# Meeching - wherabouts



## meechingman (Feb 20, 2005)

Hi

Due to my work pattern changing, I no longer go anywhere near Faversham. Does anyone know if Meeching is still up at Oare Creek?

Thanks
Andy


----------



## TommyRob (Nov 14, 2010)

As of 11 January, the answer is yes she is. Various small ex Thames tugs also in the creek.


----------



## meechingman (Feb 20, 2005)

Thanks for the reply, I may go up and see how she is on her 52nd birthday in a few weeks time.
Andy


----------



## rknibbs (Mar 11, 2006)

Hi Andy, yep she is still there I can see her now from my house ........


----------



## meechingman (Feb 20, 2005)

I wonder if anything's been done in the 18 months since I last saw her.....


----------



## rknibbs (Mar 11, 2006)

Most of the work is being done inside so difficult to say ........


----------



## meechingman (Feb 20, 2005)

Thanks for the info. Last time I saw her she appeared to have chains around the props for some reason. Can you see them? (probably need the telescope for that!  )


----------



## rknibbs (Mar 11, 2006)

No can't see that from here. If I get down there I will have a look.


----------



## rknibbs (Mar 11, 2006)

Andy, just looked out this morning and ........ no Meeching! She is no longer in the creek.


----------



## John Gurton (Apr 10, 2006)

The Sea Tractor towed her round the Swale yesterday to Queenborough.


----------



## John Gurton (Apr 10, 2006)

Queenborough ,I think.


----------



## meechingman (Feb 20, 2005)

Thanks John. I wonder if she's off to have underwater work done on a slip? 

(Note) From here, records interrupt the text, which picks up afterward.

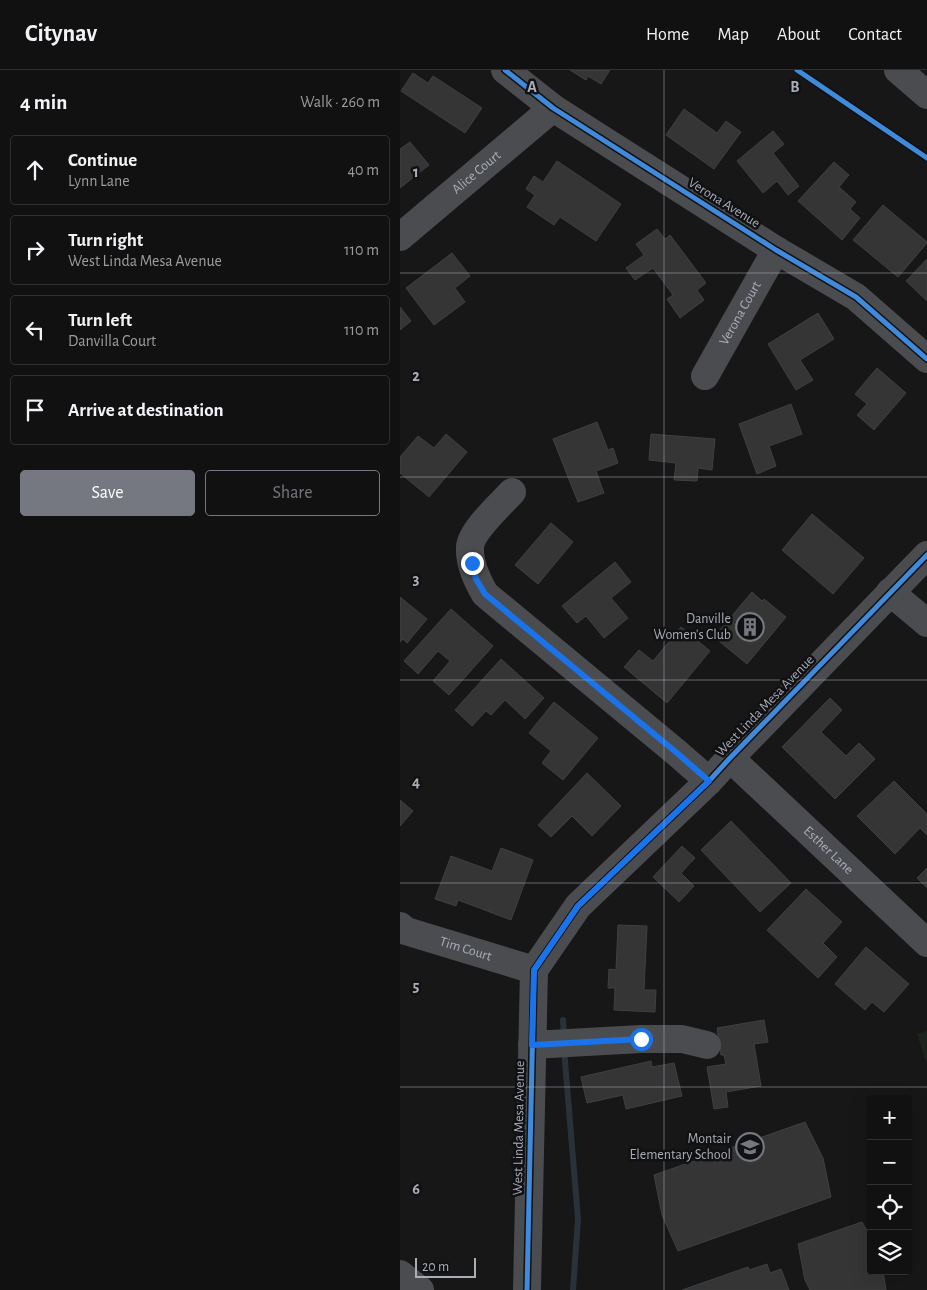 <!DOCTYPE html>
<meta charset="utf-8">
<style>
:root{--surface:#111;--page:#1a1a1a;--text:#f1f3f6;--muted:#9c9d9f;--line:#303131;--accent:#757880}
body{margin:0;font-family:"Alegreya Sans",sans-serif;background:var(--page);color:var(--text)}
.controls{position:absolute;right:15px;bottom:15px;display:grid;overflow:hidden;border-radius:5px;box-shadow:0 5px 20px #0002}
.controls button{width:45px;height:45px;display:grid;place-items:center;padding:0;border:0;border-bottom:1px solid var(--line);background:var(--surface);color:var(--text);font:25px sans-serif}
.scale{position:absolute;left:15px;bottom:12px;width:61px;box-sizing:border-box;padding-left:5px;border:2px solid #a8adb8;border-top:0;font-size:14px;line-height:18px;white-space:nowrap;color:#a8adb8;-webkit-text-stroke:4px #111113;paint-order:stroke}
.stop{position:absolute;width:15px;height:15px;margin:-11px;border:4px solid #1a73e8;border-radius:50%;background:#fff}
.stop.end{background:#1a73e8;border-color:#fff;box-shadow:0 1px 5px #0008}
.list{margin:0;padding:0;list-style:none}
h2{display:flex;justify-content:space-between;align-items:center;height:65px;margin:0;padding:0 20px;font-size:21px}
h2 small{font-size:16px;font-weight:400;color:var(--muted)}
.list li{display:grid;grid-template-columns:32px 1fr auto;gap:15px;align-items:center;box-sizing:border-box;height:70px;margin:0 10px 10px;padding:0 10px;border:1px solid var(--line);border-radius:5px}
.list b{display:block;font-size:19px;white-space:nowrap}
.list p{margin:0;font-size:16px;white-space:nowrap;color:var(--muted)}
.list em{font-size:16px;font-style:normal;color:var(--muted)}
.actions{display:flex;gap:10px;padding:15px 20px}
.actions a{flex:1;padding:11px 0;border:1px solid var(--accent);border-radius:5px;text-align:center;font-size:18px;color:var(--accent)}
.actions .main{background:var(--accent);color:#fff}
.icon{flex:none;width:28px;height:28px;fill:none;stroke:currentColor;stroke-width:2;stroke-linecap:round;stroke-linejoin:round}
.map{position:relative;flex:none;width:527px;height:1220px;overflow:hidden}
header{display:flex;align-items:center;gap:30px;box-sizing:border-box;height:70px;padding:0 25px;background:var(--surface);border-bottom:1px solid var(--line)}
header strong{font-size:24px}
nav{display:flex;gap:28px;margin-inline-start:auto;font-size:18px}
main{display:flex}
aside{flex:1;background:var(--surface)}
.map>svg:first-child{display:block}
.green{fill:#1d241e}
.lines{fill:none;stroke-linecap:round;stroke-linejoin:round}
.stream{stroke:#2a3239;stroke-width:6}
.building{fill:#353536;stroke:#3f4043}
.minor{stroke:#4b4c50;stroke-width:28}
.cycleway-casing{stroke:#111113;stroke-width:8}
.cycleway{stroke:#408adc;stroke-width:5}
.route{stroke:#1a73e8;stroke-width:6}
.grid{fill:none;stroke:#a8adb8;stroke-width:1;stroke-opacity:0.55}
.labels{text-anchor:middle;dominant-baseline:central;stroke-width:5;stroke-linejoin:round;paint-order:stroke}
.street-label{font-size:14px;fill:#a8adb8;stroke:#111113}
.poi-label{font-size:14px;fill:#a8adb8;stroke:#111113;text-anchor:end}
.grid-label{font-size:16px;text-anchor:middle;font-weight:bold;fill:#a8adb8;stroke:#111113;stroke-width:5;stroke-linejoin:round;paint-order:stroke}
</style>
<header>
<strong>Citynav</strong>
<nav><a>Home</a><a>Map</a><a>About</a><a>Contact</a></nav>
</header>
<main>
<aside>
<h2>4 min<small>Walk · 260 m</small></h2>
<ul class="list">
<li><svg class="icon" aria-label="ahead" viewBox="0 0 24 24"><path d="M12 20V5M6 11l6-6 6 6"/></svg><div><b>Continue</b><p>Lynn Lane</p></div><em>40 m</em></li>
<li><svg class="icon" aria-label="right" viewBox="0 0 24 24"><path d="M7 20v-9h11M14 6l5 5-5 5"/></svg><div><b>Turn right</b><p>West Linda Mesa Avenue</p></div><em>110 m</em></li>
<li><svg class="icon" aria-label="left" viewBox="0 0 24 24"><path d="M17 20v-9H6M10 6l-5 5 5 5"/></svg><div><b>Turn left</b><p>Danvilla Court</p></div><em>110 m</em></li>
<li><svg class="icon" aria-label="arrive" viewBox="0 0 24 24"><path d="M6 21V4h12l-3 4 3 4H6"/></svg><div><b>Arrive at destination</b></div></li>
</ul>
<div class="actions"><a class="main">Save</a><a>Share</a></div>
</aside>
<div class="map">
<svg width="527" height="1220" viewBox="0 0 527 1220">
<rect width="100%" height="100%" fill="#171717"/>
<path class="green" d="M527,961V995L517,964Z"/>
<g class="lines">
<path class="stream" d="M163,950L164,967
M164,979L178,1149L173,1220"/>
</g>
<path class="building" d="M170,0H210L201,14L188,6L186,10Z
M13,3L28,13L33,6L82,38L65,63L1,21Z
M284,39L317,63L326,51L341,62L314,99L266,65Z
M373,61L384,74L373,83L399,116L388,125L377,111L363,123L337,91Z
M10,72L29,95L0,118V79Z
M157,91L221,134L196,171L160,147L154,155L127,137L135,125L126,119L134,106L143,112Z
M434,92L449,105L439,117L456,132L450,139L460,148L442,170L398,131Z
M483,135L527,172V173L498,207L453,170Z
M257,159L265,169L270,165L306,213L297,220L304,230L280,248L267,229L273,225L253,198L235,210L226,198L244,185L236,174Z
M52,183L70,206L55,218L65,232L34,255L6,218Z
M527,189V231L506,211Z
M0,237L11,251L0,260Z
M418,243L434,269L400,290L413,310L396,320L368,274Z
M477,298L506,323L474,360L457,345L467,334L455,324Z
M391,334L402,364L369,376L376,396L357,404L339,354Z
M197,352L208,380L213,378L218,393L196,401L204,423L178,432L153,369Z
M46,364L67,382L29,427L0,403V387L18,366L34,378Z
M251,364L315,369L312,400L298,398L297,411L274,410L276,393L249,390Z
M412,444L464,488L433,524L382,480Z
M151,453L173,472L138,514L115,495Z
M215,492L231,512L211,528L228,548L204,568L186,546L177,553L162,536Z
M352,522L362,531L364,529L386,547L347,594L314,567Z
M0,527L27,549L7,573L3,569L0,572Z
M51,539L93,576L49,625L33,611L50,591L38,581L18,604L4,591Z
M281,557L310,581L267,633L224,597L239,580L253,591Z
M101,589L144,628L125,649L105,630L91,645L86,641L72,656L55,640Z
M430,628L442,640L421,662L446,686L459,673L475,689L435,729L382,677Z
M154,632L198,668L163,710L142,693L151,681L129,663Z
M187,703L221,736L192,766L172,746L151,767L138,755Z
M494,711L527,744V765L520,758L495,784L457,746Z
M0,730L13,741L0,756Z
M331,751L391,813L360,842L301,780Z
M282,776L295,788L281,803L294,816L279,832L253,807Z
M101,778L133,790L111,850L58,830L56,836L35,829L51,786L92,801Z
M527,798V818L517,808Z
M406,819L442,852L423,873L437,887L418,908L367,860Z
M218,855L247,856L244,920H256L255,942L214,940L215,918H208L209,899L216,900Z
M466,877L509,914L484,942L472,932L465,940L435,914Z
M364,950L368,972L354,974L361,1016L326,1022L328,1037L314,1039L307,997L326,994L324,985H321L317,958Z
M251,991L252,997L274,993L282,1026L226,1039L223,1025L187,1033L181,1007Z
M405,1052L423,1088L431,1127L278,1181L262,1145L254,1105Z
M462,1152L471,1168V1201H483L486,1220H410L405,1210L398,1174Z
M367,1194L370,1203L381,1199L389,1220H282L348,1197L349,1200Z"/>
<g class="lines">
<g class="minor">
<path d="M105,0L153,38L376,180L456,227L527,289"/>
<path d="M498,0L527,25"/>
<path id="s1" d="M0,167L153,38"/>
<path id="s2" d="M305,306L376,180"/>
<path d="M112,422C101,434 71,461 70,477C69,494 77,510 85,524L277,683L309,711"/>
<path d="M490,522L527,553"/>
<path id="s3" d="M330,688L527,873"/>
<path id="s4" d="M0,856L6,861L134,900"/>
<path d="M132,975L241,969H282L307,975"/>
<path d="M0,1204L20,1220"/>
<path d="M127,1220L134,900L178,836L309,711L330,688L527,485"/>
</g>
<defs>
<path id="cycleway" d="M105,0L153,38L376,180L456,227L527,289
M397,0L527,88
M127,1220L134,900L178,836L309,711L330,688L527,485"/>
</defs>
<use href="#cycleway" class="cycleway-casing"/>
<use href="#cycleway" class="cycleway"/>
</g>
<g class="lines">
<path class="route" d="M72,493L76,509L85,524L277,683L309,711L178,836L134,900L132,975L241,969"/>
</g>
<path class="grid" d="M264,0V1220M0,203H527M0,407H527M0,610H527M0,813H527M0,1017H527"/>
<defs>
<symbol id="building-ring" viewBox="-11 -11 22 22"><circle r="9.5" fill="#111113" stroke="#757880" stroke-width="1.5"/><path d="M-4-6H4V6H1V3H-1V6H-4ZM-2.5-4.3h1.7v1.8h-1.7ZM.8-4.3h1.7v1.8H.8ZM-2.5-1h1.7V.8h-1.7ZM.8-1h1.7V.8H.8Z" fill="#757880"/></symbol>
<symbol id="school-ring" viewBox="-11 -11 22 22"><circle r="9.5" fill="#111113" stroke="#757880" stroke-width="1.5"/><path d="M0-5L7-2L0 1L-7-2ZM-4 1L0 2.5L4 1V4Q0 6-4 4Z" fill="#757880"/></symbol>
</defs>
<g fill-rule="evenodd">
<use href="#building-ring" x="334" y="541" width="32" height="32"/>
<use href="#school-ring" x="334" y="1061" width="32" height="32"/>
</g>
<g class="labels">
<g class="street-label">
<text stroke="none"><textPath href="#s1" startOffset="100">Alice Court</textPath></text>
<text transform="translate(324 133) rotate(32)">Verona Avenue</text>
<text stroke="none"><textPath href="#s2" startOffset="72">Verona Court</textPath></text>
<text transform="translate(365 636) rotate(-46)">West Linda Mesa Avenue</text>
<text stroke="none"><textPath href="#s3" startOffset="135">Esther Lane</textPath></text>
<text stroke="none"><textPath href="#s4" startOffset="70">Tim Court</textPath></text>
<text transform="translate(119 1058) rotate(-89)">West Linda Mesa Avenue</text>
</g>
<g class="poi-label">
<text x="331" y="549">Danville<tspan x="331" dy="16">Women's Club</tspan></text>
<text x="331" y="1069">Montair<tspan x="331" dy="16">Elementary School</tspan></text>
</g>
</g>
<g class="grid-label">
<text x="132" y="22">A</text>
<text x="395" y="22">B</text>
<text x="16" y="107">1</text>
<text x="16" y="311">2</text>
<text x="16" y="514">3</text>
<text x="16" y="717">4</text>
<text x="16" y="921">5</text>
<text x="16" y="1124">6</text>
</g>
</svg>
<div class="controls">
<button>+</button>
<button>−</button>
<button><svg class="icon" aria-label="locate" viewBox="0 0 24 24"><circle cx="12" cy="12" r="6"/><path d="M12 2v4M12 18v4M2 12h4M18 12h4"/></svg></button>
<button><svg class="icon" aria-label="layers" viewBox="0 0 24 24"><path d="M12 4l9 5-9 5-9-5zM3 14l9 5 9-5"/></svg></button>
</div>
<div class="scale">20 m</div>
<div class="stop" style="left:241px;top:969px"></div>
<div class="stop end" style="left:72px;top:493px"></div>
</div>
</main>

Any spies out there in Queenborough that can find her?


----------



## marco nista (Jan 29, 2008)

20/2 - MEECHING seen at Washer Wharf, Queenborough.

Cheers

Marco


----------



## billyboy (Jul 6, 2005)

Thanks Marco. I have a special interest in this Tug.


----------



## meechingman (Feb 20, 2005)

Thanks Marco. Good to know she stayed afloat after spending so long in the mud at Oare Creek! Hopefully there will be some more progress on her restoration now. Look forward to seeing a photo of her now.

Andy


----------



## meechingman (Feb 20, 2005)

Any further news? Murray Tugs bought her and moved her to Queenborough for restoration, and she was due to be slipped in May/June at Ramsgate. I was in touch with Nick Murray at Murray Tugs, but my last email went unanswered.

Has Meeching made it back to Queenborough? Any new pix?

Thanks
Andy G


----------